Que deviennent les masques jetables après usage ? Le dirigeant de la startup aindinoise Cycl-add, spécialisée dans le recyclage des déchets difficiles, a fédéré plusieurs entreprises pour créer une filière de recyclage des masques jetables, allant de la collecte jusqu'à la commercialisation en produits finis, à travers une valorisation sous la forme de T-shirts notamment. A court terme, cette filière territoriale sera en capacité de traiter 4.000 tonnes par an.
Hervé Guerry annonce un objectif à court terme de 4.000 tonnes de masques recyclés par an. Hormis la collecte, l'ensemble de la chaine se trouve dans un rayon de moins de 50 kilomètres autour d'Oyonnax.
Hervé Guerry annonce un objectif à court terme de 4.000 tonnes de masques recyclés par an. Hormis la collecte, l'ensemble de la chaine se trouve dans un rayon de moins de 50 kilomètres autour d'Oyonnax. (Crédits : DR)

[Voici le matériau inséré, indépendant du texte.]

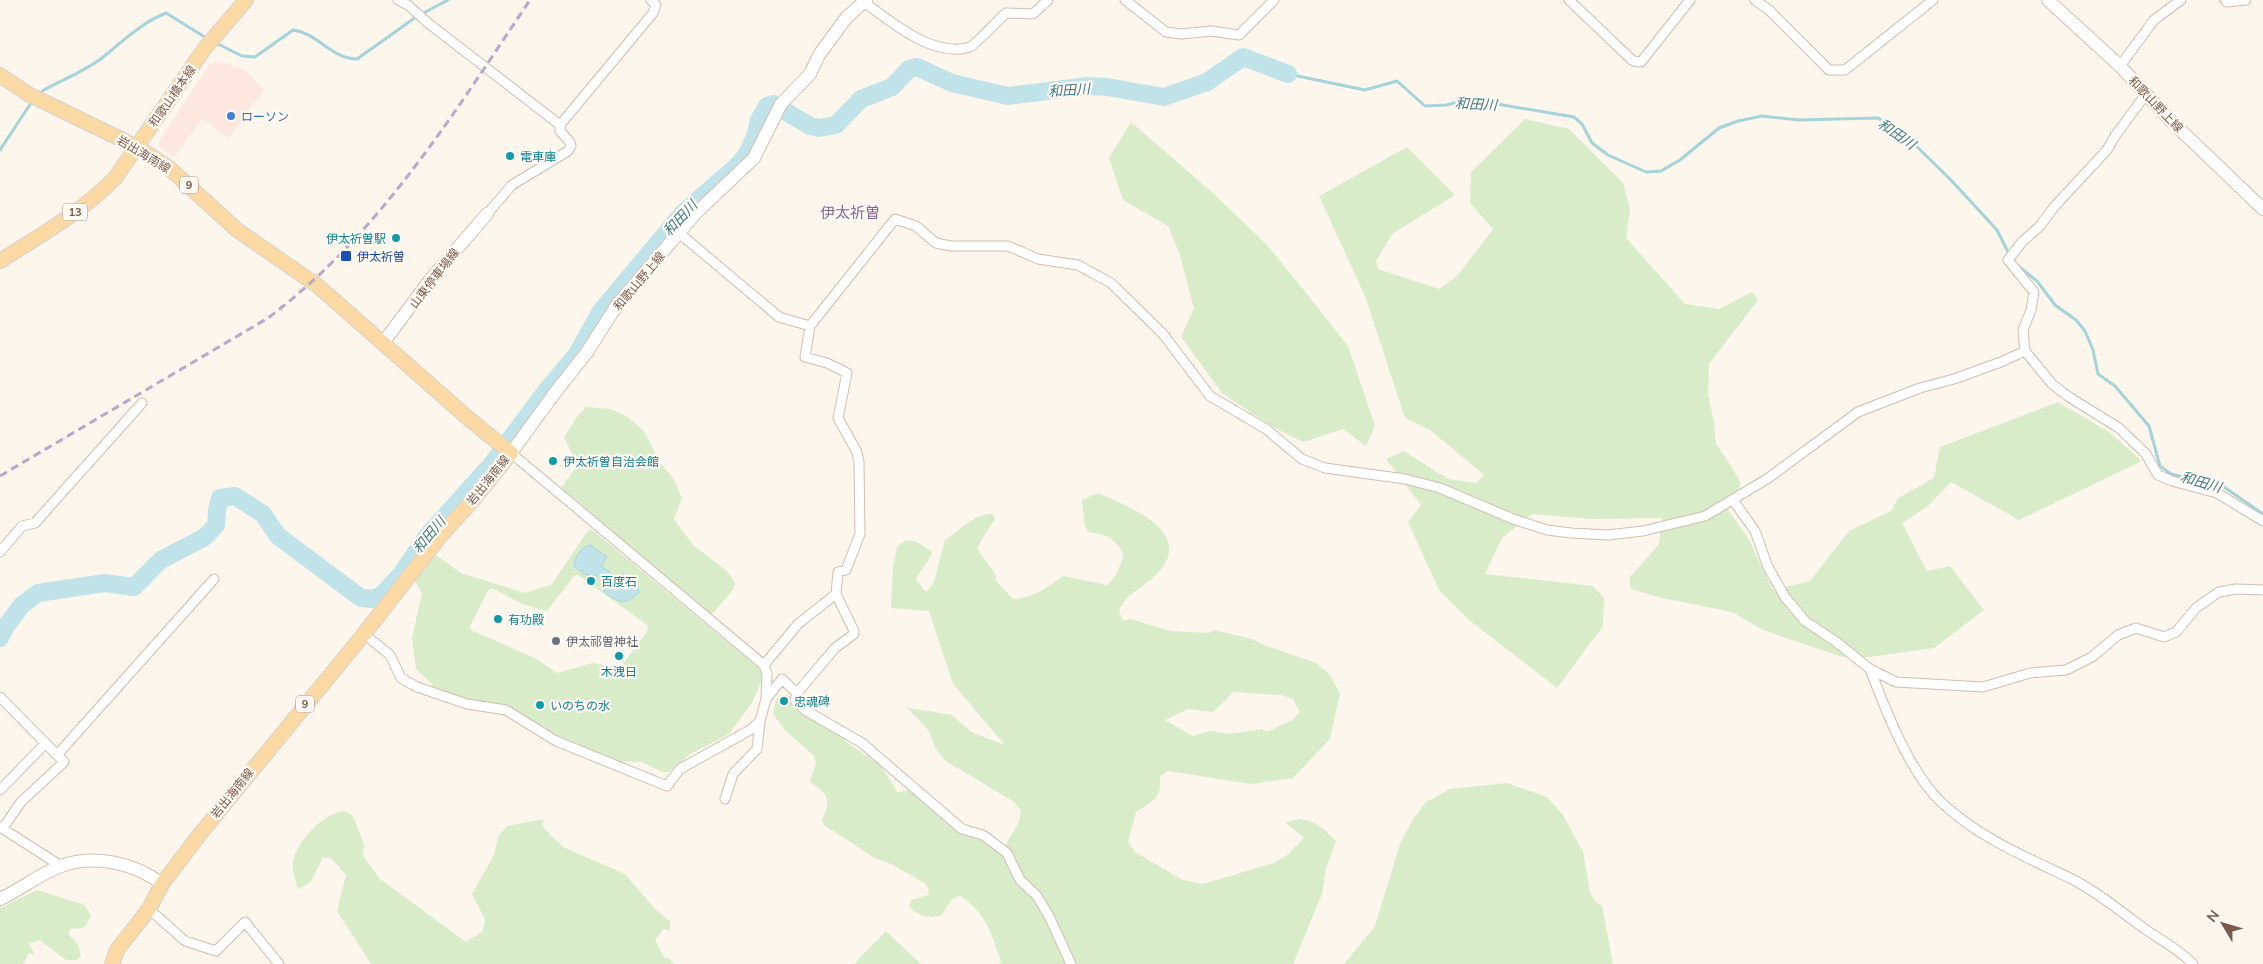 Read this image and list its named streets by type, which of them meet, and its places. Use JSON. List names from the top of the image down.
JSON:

Selon l'Agence pour la Diffusion de l'Information Technologique (ADIT), entre 6,8 et 13,7 milliards de masques à usage unique auraient été utilisés en France ces derniers mois.

Des chiffres vertigineux repris par une mission flash de l'Assemblée Nationale lancée en novembre 2020 et s'intéressant au traitement des masques usagés.

Dans sa synthèse présentée tout récemment, cette mission s'alarme ainsi des quelque 40.000 tonnes de déchets non recyclés produits par ces masques l'année dernière. Et préconise le développement urgent de mesures visant à mettre en œuvre un recyclage efficace.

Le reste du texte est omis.